I know how to do parablas but not cubic

2. zepdrix

I don't remember these so well :) So take what I say with a grain of salt lol When your x is within delta of 2,$\large\rm 0\lt|x-2|\lt\delta$Then the distance between your function and the limiting value should be within epsilon,$\large\rm |x^3-4x+3-3|\lt\epsilon$So you've gotta do some work on this thing, ya?$\large\rm |x^3-4x|\lt\epsilon$$\large\rm |x(x^2-4)|\lt\epsilon$And then maybe apply Difference of Squares, ya? :o

3. zepdrix

$\large\rm |x(x-2)(x+2)|\lt\epsilon$And then umm... how do we wrap these up?
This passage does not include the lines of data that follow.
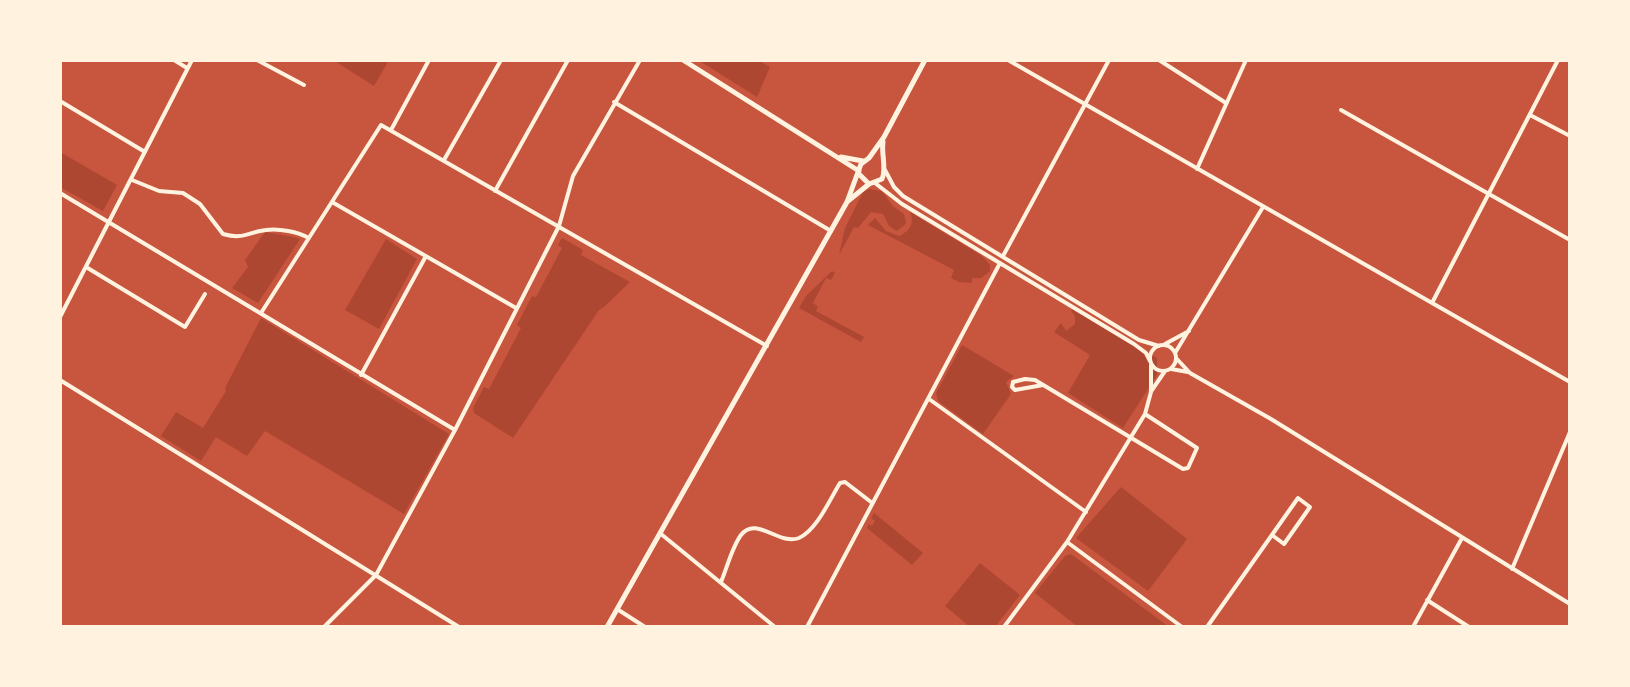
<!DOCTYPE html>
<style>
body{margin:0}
#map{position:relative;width:1630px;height:687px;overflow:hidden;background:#c8553d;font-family:Roboto,sans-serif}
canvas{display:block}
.frame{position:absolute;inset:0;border:62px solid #fff3e0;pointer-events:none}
</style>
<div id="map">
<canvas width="1630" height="687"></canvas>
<div class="frame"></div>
</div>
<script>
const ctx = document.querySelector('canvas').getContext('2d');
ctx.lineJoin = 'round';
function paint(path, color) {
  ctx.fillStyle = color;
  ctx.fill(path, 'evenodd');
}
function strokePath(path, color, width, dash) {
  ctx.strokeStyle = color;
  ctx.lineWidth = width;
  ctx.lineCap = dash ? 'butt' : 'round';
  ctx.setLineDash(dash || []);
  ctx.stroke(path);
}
const green = new Path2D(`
 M 333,60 L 389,60 L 374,86 Z
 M 698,60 L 758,60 L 770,67 L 757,97 Z
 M 60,152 L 117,185 L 103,211 L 60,187 Z
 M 869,189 L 882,191 L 893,206 L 904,214 L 906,224 L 897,231 L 889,226 L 883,214 L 871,212 L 858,228 L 854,227 L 839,255 L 845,228 L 863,192 Z
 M 910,212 L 982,256 L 990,265 L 990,271 L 981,278 L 972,278 L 972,283 L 959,282 L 951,278 L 954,270 L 868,225 L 875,218 L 886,231 L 899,236 C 910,231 915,223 910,212 Z
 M 265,232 C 271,233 297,237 300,239 L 258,303 L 232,288 L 248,267 L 245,260 Z
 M 562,238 L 583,250 L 581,255 L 630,282 L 604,307 L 599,310 L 513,438 L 474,413 L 473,408 L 484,387 L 489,389 L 521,328 L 517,325 L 532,296 L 536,297 L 562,248 L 558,245 Z
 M 386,239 L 417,259 L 379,329 L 345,310 Z
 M 832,271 L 835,273 L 831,280 L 826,278 L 813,303 L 818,307 L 816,311 L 864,337 L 861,342 L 799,308 L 806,296 Z
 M 1074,307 L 1157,358 L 1157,375 L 1123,428 L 1068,393 L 1090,355 L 1054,332 L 1061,323 L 1066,331 L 1075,324 L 1075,316 L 1071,311 Z
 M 261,318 L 449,434 L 404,514 L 265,431 L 247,456 L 216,437 L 201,461 L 161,436 L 176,412 L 203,428 L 226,391 L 225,388 Z
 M 962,345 L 1014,376 L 1006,382 L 1011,394 L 983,434 L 938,401 L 936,393 Z
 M 1121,487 L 1187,539 L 1148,591 L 1076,538 Z
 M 874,513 L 923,553 L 912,565 L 867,528 L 869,524 L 872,526 L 875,521 L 871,518 Z
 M 1071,554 L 1169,627 L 1078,627 L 1035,593 L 1065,556 Z
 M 980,563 L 1020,595 L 995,627 L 970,627 L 945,606 Z`);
const minor = new Path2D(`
 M 174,60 L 187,68
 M 257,60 L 304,85
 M 1008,60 L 1570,382
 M 1159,60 L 1226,103
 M 60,101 L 145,152
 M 614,102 L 831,231
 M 1341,110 L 1570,240
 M 1530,115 L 1570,136
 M 391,130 L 429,60
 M 444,160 L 501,60
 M 1197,169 L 1246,60
 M 885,170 L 894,187 L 903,196 L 1139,340 L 1159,346
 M 132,180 L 159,191 L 183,193 L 200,204 L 223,234 C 244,240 247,232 266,230 C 279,228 298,232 309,238
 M 875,183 L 902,204 L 1134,344 L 1146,353 L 1150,361
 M 495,191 L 568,60
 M 60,193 L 455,430
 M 332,202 L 516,308
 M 1003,256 L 1109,60
 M 86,267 L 185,327 L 205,294
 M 1432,303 L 1558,60
 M 261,313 L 381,125 L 767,346
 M 60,317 L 192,60
 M 1165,344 L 1189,331
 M1150 358a13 13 0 1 1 26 0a13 13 0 1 1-26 0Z
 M 1175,353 L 1263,207
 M 1176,358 L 1190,373 L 1271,419 L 1570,604
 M 1171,369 L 1188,372
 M 361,375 L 426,256
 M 60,380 L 459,627
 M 1043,385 L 1015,390 L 1012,387 L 1013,382 L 1025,379 L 1035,380 L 1183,469 L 1188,468 L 1197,448 L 1145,414
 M 1152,390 L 1165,371
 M 929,399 L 1086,512
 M 661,534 L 775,627
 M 1067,542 L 1182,627
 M 1512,569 L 1570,432
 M 721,582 C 727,568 732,547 741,535 C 756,515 779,546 799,538 C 817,530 830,499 840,483 L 845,482 L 871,502
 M 1427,600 L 1469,627
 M 617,609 L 645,627
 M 324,627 L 376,575 L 455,430 L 559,226 L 573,176 L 640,60
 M 807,627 L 1000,263
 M 1004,627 L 1067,542 L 1145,414 L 1151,392 L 1151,365
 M 1207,627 C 1237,584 1268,541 1298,498 L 1310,507 L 1284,544 L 1272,535
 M 1413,627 L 1462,538`);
const tertiary = new Path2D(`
 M 683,60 L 859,171
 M 841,157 L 863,161
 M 860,175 L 869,184 L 882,179 C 887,169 881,154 883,142
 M 848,201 L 869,184
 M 607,627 L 847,202 L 861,164 L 869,158 L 884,137 L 925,60`);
paint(green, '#ae4732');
strokePath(minor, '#fff3e0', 4);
strokePath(tertiary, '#fff3e0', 5);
</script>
I'm trying to remember haha

4. anonymous

umm your guess is better than mine lol. im teaching myself this

5. zepdrix

Let's put a restriction on delta, let it be small... say less than or equal to 1.$\large\rm 0\lt|x-2|\lt\delta\le1$$\large\rm |x-2|\lt1$$\large\rm -1\lt x-2\lt 1$$\large\rm -2\lt x\lt 2$So that ummm... If x is between 2 and -2, the junk in our epsilon equation is between these values,$\large\rm 0\le|x(x+2)|\le8$The larger of those is 8, so we'll use that.$\large\rm |x(x+2)|~\cdot~|(x-2)|\lt\epsilon$$\large\rm |x(x+2)|~\cdot~|(x-2)|\lt8~\cdot~|(x-2)|\lt\epsilon$ So then uhhh... we would want the minimum value for this distance (x-2). Either $$\large\rm \frac{\epsilon}{8}$$ or $$\large\rm \delta$$.

6. zepdrix

Hopefully I'm doing this right :P Look at that, lemme know if it doesn't make sense..

7. anonymous

Im confuse I think im going to a math lab thanks for your help

8. zepdrix

Woops, when I added the 2 to each side of the inequality it should have given this: $$\large\rm 1\lt x\lt 3$$ Which would change things a bit. But ya, go to math lab c: figure some stuff out.